また、1995年に開発と女性(WID:Women in Development)イニシアティブを策定し、2005年にWIDイニシアティブを抜本的に見直し「ジェンダーと開発(GAD:Gender and Development)イニシアティブ」を新たに策定しています。
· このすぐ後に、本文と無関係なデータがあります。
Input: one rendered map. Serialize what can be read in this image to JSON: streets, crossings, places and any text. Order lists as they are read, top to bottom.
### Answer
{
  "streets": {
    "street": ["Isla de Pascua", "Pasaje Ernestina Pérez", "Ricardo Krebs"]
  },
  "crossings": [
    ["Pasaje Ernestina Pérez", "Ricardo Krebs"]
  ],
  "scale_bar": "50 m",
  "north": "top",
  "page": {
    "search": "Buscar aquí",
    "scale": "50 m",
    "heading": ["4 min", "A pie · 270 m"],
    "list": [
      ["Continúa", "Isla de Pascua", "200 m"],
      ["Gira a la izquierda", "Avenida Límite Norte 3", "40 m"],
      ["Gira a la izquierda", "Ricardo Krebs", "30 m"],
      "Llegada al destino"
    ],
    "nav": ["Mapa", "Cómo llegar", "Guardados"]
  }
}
従来のWIDイニシアティブは、女性の教育、健康、経済・社会活動への参加という3つの重点分野に焦点を当てていたことに対し、GADイニシアティブは、これに加え、男女間の不平等な関係や、女性の置かれた不利な経済社会状況、固定的な男女間の性別役割・分業の改善などを含む、あらゆる分野においてジェンダーの視点を反映することを重視して策定されています。また、開発におけるジェンダー主流化(注103)を推進するため、政策立案、計画、実施、評価のすべての段階にジェンダーの視点を取り入れるための方策を示しています。さらに、政府開発援助大綱の重点課題である貧困削減、持続的成長、地球的規模問題への取組、平和の構築、それぞれについてのジェンダーとの関連、そして、これらに対する日本の取組の在り方を具体的に例示しています。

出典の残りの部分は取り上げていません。